Pet Cats Do Not Belong in a Wildlife Habitat!
Updated: Dec 9, 2020
I love cats. The main reason I keep my two rescue cats indoors is because I want them to live an average of 15 long happy years with me. Their outdoor counterparts rarely make it past 5 years. I don’t see many outdoor cats in my urban neighborhood and I wonder if it’s because there are so many dangers, including speeding cars, predators (e.g. coyotes, foxes, hawks, owls), poisons (e.g. antifreeze, pesticides, rodenticides, copperheads), and diseases (e.g.parasites, feline leukemia). The other reason I keep my cats inside is because they are an invasive species and would have an oversized negative effect on neighborhood wildlife. I’m a bird lover and cats are the single worst threat to birds caused directly by humans; responsible for contributing to the alarming 29% decline of birds in North America in the last 50 years. In a National Park Service study it was found that parks with 25 or more cats in them had 50% fewer birds in them than parks without cats. Reducing the number of predatory feral cats is a difficult, complicated, and contentious issue, yet how to stop pet cats from killing wildlife has a simple solution: keep them indoors!
Recently, on the same day I posted about how to attract birds by planting a winter seedhead garden I walked outside and found a pile of mourning dove bird feathers near my walkway. I knew the culprit. A beautiful fluffy fat grey cat has been skulking around my yard knowing it has a 70% chance to kill its prey in the open when the leaves were off the trees, bushes. and plants.
My small yard is a certified Audubon Wildlife Sanctuary, NWF Wildlife Habitat and a Gold Certified Georgia Native Plant Society Native Plant Habitat yet I can’t completely prevent a cat from wandering through it to wreak havoc with the natural ecosystem. I don’t think it was a coincidence I found the feathered remains the day after the first frost when any leaves left on plants had withered and the landscape was even more open and less protective for birds.

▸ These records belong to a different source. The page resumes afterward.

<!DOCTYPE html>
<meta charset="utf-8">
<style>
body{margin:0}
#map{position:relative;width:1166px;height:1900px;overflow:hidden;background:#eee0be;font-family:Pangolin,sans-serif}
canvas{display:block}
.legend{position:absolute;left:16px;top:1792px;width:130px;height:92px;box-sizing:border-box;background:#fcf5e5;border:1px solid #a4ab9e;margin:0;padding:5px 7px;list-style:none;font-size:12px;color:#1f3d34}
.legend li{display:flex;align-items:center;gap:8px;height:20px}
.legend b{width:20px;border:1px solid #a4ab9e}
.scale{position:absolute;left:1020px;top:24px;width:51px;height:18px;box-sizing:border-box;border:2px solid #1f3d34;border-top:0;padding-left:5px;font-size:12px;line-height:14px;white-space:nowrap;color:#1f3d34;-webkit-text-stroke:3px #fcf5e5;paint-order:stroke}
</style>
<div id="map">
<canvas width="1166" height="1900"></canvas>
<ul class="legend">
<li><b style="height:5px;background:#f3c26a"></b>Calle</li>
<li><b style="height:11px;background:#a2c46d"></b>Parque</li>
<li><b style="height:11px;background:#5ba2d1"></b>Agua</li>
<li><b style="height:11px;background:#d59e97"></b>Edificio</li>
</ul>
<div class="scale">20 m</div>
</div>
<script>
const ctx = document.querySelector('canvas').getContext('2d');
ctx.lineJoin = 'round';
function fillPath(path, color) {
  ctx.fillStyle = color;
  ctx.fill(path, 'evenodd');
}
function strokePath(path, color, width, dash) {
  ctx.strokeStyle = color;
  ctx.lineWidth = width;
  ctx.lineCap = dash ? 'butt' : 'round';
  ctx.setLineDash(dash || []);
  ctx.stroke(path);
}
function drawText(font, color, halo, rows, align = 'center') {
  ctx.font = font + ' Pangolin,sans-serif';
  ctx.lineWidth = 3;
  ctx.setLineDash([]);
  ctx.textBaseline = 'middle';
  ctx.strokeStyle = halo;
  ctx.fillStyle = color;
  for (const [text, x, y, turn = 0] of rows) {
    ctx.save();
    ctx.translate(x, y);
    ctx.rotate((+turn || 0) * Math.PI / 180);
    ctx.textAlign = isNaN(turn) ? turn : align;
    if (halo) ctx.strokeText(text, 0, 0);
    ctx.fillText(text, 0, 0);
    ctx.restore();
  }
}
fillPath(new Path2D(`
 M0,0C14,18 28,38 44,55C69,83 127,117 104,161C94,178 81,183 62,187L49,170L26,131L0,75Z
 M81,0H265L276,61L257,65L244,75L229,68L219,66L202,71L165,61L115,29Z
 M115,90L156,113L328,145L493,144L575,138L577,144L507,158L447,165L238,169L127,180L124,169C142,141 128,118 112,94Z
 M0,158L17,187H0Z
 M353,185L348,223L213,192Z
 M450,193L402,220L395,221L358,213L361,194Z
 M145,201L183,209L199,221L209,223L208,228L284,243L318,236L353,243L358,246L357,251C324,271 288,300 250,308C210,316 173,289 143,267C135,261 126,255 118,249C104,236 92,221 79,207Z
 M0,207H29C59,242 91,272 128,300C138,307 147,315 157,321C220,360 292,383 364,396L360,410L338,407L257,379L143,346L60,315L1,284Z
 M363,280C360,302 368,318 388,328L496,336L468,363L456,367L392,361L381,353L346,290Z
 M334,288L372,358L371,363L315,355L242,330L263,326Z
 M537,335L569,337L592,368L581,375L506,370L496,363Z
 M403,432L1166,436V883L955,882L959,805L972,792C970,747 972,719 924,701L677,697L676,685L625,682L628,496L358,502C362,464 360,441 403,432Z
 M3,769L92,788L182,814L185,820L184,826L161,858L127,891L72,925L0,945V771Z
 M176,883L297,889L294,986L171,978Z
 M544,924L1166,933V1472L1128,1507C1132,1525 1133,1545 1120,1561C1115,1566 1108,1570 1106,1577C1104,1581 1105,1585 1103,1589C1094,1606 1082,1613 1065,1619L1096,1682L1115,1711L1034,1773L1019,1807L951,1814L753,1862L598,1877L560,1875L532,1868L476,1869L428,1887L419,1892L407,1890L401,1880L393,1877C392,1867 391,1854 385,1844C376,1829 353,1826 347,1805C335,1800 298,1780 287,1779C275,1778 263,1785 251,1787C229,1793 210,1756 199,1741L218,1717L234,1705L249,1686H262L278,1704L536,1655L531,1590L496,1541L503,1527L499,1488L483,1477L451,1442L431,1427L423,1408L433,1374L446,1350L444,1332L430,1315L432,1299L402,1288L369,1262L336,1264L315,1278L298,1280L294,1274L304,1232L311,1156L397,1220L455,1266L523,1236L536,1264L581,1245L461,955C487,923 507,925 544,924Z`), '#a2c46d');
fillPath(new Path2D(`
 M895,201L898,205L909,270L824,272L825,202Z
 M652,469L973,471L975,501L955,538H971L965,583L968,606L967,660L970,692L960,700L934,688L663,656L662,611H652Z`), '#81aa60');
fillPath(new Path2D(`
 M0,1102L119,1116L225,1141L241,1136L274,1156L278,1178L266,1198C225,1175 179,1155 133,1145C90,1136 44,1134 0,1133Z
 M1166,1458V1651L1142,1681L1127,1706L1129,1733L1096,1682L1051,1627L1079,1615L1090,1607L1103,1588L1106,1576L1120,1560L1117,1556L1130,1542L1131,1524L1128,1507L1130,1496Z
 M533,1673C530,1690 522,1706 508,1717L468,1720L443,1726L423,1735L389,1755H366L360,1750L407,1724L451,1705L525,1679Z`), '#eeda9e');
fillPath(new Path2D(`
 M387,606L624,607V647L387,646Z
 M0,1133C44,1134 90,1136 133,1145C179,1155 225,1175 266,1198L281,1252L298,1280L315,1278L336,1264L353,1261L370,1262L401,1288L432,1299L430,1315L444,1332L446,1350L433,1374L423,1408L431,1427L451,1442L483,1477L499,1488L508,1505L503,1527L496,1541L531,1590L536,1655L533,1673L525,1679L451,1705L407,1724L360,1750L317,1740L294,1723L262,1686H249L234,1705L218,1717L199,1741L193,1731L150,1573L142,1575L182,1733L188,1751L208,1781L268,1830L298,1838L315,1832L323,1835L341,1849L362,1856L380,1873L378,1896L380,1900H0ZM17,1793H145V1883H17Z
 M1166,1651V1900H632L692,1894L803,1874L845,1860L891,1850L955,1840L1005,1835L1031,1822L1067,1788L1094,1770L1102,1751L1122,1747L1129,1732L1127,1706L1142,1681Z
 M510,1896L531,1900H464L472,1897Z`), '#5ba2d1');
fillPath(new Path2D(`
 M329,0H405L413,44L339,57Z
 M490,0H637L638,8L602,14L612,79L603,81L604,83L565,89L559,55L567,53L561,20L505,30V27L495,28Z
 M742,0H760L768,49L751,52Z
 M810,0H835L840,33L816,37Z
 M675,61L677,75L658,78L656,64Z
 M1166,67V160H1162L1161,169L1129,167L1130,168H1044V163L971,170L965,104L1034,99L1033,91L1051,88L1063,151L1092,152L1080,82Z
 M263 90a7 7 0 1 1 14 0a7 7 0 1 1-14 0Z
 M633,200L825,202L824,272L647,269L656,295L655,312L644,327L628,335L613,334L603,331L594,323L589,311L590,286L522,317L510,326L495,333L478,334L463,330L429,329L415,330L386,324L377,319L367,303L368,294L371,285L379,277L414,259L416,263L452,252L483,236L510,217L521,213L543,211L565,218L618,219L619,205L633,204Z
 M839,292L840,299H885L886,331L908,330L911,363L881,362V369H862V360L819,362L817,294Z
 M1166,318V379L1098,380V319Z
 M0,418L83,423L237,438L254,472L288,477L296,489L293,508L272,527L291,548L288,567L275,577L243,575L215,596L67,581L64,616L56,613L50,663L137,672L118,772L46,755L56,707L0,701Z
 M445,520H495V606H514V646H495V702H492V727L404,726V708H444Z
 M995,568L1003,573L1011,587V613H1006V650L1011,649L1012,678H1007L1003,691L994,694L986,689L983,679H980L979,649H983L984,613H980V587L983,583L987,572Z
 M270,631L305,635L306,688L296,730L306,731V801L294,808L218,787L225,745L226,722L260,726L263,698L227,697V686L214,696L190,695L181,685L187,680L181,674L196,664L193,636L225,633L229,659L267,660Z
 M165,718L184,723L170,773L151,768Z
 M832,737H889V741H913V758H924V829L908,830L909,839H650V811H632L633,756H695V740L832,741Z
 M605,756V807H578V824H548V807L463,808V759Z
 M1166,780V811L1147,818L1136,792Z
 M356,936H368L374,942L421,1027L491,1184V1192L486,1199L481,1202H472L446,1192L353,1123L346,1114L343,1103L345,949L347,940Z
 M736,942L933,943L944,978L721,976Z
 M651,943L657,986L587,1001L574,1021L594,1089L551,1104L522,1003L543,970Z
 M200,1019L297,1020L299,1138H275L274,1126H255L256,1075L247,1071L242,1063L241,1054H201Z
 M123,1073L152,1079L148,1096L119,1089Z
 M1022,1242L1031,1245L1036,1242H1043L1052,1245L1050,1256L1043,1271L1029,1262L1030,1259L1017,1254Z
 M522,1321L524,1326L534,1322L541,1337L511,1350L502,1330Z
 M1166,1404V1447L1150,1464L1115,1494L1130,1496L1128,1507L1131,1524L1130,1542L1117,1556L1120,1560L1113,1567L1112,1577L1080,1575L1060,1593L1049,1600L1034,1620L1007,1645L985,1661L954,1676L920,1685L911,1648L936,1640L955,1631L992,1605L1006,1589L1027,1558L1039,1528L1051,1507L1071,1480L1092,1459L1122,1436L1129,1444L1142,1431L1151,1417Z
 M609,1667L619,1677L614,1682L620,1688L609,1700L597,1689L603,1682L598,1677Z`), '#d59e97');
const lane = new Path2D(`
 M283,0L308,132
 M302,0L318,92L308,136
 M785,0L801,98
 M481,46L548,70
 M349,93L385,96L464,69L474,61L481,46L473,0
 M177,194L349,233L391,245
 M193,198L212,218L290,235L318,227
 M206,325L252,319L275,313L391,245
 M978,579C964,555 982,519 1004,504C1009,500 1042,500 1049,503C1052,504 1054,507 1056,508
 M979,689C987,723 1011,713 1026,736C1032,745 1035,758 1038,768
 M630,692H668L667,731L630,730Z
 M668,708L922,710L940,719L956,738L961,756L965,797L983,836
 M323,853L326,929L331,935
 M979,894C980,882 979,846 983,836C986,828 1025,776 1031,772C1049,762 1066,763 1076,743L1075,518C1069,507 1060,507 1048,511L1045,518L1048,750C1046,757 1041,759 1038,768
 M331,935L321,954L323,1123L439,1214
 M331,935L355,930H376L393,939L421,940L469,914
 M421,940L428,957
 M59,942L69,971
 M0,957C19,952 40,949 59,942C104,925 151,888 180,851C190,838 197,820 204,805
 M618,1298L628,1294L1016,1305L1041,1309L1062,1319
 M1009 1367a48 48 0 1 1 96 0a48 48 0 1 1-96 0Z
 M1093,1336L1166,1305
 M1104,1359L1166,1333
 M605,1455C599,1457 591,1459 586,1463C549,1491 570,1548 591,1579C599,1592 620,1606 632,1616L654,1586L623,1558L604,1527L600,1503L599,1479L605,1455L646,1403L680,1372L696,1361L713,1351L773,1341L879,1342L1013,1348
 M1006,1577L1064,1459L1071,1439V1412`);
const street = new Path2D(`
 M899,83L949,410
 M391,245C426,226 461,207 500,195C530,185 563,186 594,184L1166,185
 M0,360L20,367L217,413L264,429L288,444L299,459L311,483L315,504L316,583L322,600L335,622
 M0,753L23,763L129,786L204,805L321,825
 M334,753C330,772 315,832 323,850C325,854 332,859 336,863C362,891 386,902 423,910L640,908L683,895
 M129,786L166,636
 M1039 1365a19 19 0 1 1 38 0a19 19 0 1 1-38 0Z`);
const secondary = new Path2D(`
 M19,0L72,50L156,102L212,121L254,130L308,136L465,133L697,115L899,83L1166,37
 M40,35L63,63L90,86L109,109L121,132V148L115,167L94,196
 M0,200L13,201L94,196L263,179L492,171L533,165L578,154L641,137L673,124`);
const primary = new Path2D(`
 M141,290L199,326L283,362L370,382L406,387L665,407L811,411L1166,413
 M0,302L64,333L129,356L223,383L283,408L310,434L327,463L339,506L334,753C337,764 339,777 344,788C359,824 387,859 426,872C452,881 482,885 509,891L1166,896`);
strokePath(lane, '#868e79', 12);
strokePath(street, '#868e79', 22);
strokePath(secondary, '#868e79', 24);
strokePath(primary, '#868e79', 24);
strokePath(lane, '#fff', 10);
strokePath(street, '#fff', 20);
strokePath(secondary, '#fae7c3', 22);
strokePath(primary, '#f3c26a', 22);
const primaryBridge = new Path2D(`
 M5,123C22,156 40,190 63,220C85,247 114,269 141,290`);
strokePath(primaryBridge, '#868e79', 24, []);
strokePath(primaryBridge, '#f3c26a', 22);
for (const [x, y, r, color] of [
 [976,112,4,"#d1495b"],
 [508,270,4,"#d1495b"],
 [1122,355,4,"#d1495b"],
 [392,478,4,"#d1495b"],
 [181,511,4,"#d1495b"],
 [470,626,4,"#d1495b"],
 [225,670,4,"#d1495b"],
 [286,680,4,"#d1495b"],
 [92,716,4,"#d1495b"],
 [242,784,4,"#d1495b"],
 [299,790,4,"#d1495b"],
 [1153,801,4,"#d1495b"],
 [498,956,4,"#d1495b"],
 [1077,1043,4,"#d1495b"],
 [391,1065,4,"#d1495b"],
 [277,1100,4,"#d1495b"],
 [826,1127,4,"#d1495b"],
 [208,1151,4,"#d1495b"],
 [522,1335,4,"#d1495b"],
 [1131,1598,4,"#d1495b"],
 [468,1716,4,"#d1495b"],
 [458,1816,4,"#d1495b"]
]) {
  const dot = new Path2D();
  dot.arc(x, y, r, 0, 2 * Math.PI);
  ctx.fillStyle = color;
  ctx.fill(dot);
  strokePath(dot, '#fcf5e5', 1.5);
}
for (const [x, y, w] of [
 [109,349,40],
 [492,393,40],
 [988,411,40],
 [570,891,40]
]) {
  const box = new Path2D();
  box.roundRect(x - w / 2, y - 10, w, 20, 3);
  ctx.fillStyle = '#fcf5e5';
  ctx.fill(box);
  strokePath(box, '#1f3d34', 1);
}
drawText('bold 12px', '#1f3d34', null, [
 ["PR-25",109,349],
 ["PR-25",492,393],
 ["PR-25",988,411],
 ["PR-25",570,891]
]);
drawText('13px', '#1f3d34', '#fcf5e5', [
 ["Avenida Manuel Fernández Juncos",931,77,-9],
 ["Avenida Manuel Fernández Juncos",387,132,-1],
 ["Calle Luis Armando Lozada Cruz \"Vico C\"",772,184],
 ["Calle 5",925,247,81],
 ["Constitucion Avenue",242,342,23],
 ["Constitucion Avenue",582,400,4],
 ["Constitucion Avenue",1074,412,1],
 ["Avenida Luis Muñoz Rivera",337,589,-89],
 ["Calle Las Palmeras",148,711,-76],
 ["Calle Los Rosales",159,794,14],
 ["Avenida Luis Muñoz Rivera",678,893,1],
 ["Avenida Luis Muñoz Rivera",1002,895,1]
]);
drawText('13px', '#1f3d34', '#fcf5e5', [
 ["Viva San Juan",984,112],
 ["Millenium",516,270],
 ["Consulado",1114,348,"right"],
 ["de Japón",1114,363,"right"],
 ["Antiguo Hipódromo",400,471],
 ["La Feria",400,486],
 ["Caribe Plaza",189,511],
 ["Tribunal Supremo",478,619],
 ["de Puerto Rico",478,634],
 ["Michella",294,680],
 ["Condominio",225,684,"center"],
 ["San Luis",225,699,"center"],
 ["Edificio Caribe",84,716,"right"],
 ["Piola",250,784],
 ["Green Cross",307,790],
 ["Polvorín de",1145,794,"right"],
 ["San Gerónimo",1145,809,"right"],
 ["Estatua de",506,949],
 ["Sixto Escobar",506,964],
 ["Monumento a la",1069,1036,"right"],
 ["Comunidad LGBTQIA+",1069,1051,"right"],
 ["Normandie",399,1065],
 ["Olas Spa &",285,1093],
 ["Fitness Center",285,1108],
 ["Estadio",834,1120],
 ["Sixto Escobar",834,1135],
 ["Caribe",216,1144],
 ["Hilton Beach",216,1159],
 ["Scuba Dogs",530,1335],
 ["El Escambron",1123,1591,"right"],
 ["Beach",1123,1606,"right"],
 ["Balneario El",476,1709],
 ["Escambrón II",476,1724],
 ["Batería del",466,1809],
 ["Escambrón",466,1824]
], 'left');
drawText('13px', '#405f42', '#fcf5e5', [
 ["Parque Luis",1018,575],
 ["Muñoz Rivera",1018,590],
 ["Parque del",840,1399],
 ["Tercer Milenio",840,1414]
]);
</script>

I was so frustrated about finding the dove that I posted on Nextdoor asking neighbors to please keep their cats inside. Not surprisingly, some people insisted fluffy belongs outside as part of “the circle of life”. This would be the equivalent of saying a lion roaming our neighborhood hunting people would be part of the circle of life! Pet cats have been domesticated for almost 10,000 years and are in no way native to North America. Even feral cats will seek shelter and food near human activity.
I wish cats and wildlife could coexist in my naturalized yard, but this is just not possible, so I combine several natural, environmentally-friendly tactics to deter cats from my yard.
Cats like soft smooth ground not rough or spikey surfaces. My naturescaped leaf-covered yard is a start and I make it even more undesirable for cats by leaving or arranging twigs, small branches and pinecones that fall to the ground around areas where birds might be foraging. I also regularly scatter nutshells (mainly pistachios) and washed crushed eggshells.
Cats are repelled by the peels I throw in the yard whenever we eat citrus fruit.
Another scent cats hate is lavender so I buy the organic buds by the pound to spread around the perimeter of my yard.
I love the smell of coffee, but cats seem to detest being anywhere near the grounds which I pepper my yard with. .
One of the most effective ways to tell cats our yard is not open for business is to crank the windows open just enough so any visiting cats can hear our dogs barking when they're in the yard!
Unfortunately, the saddest reason I stop seeing a visiting cat is because they are unnecessarily at risk for meeting the same ultimate fate as the unfortunate mourning dove I found.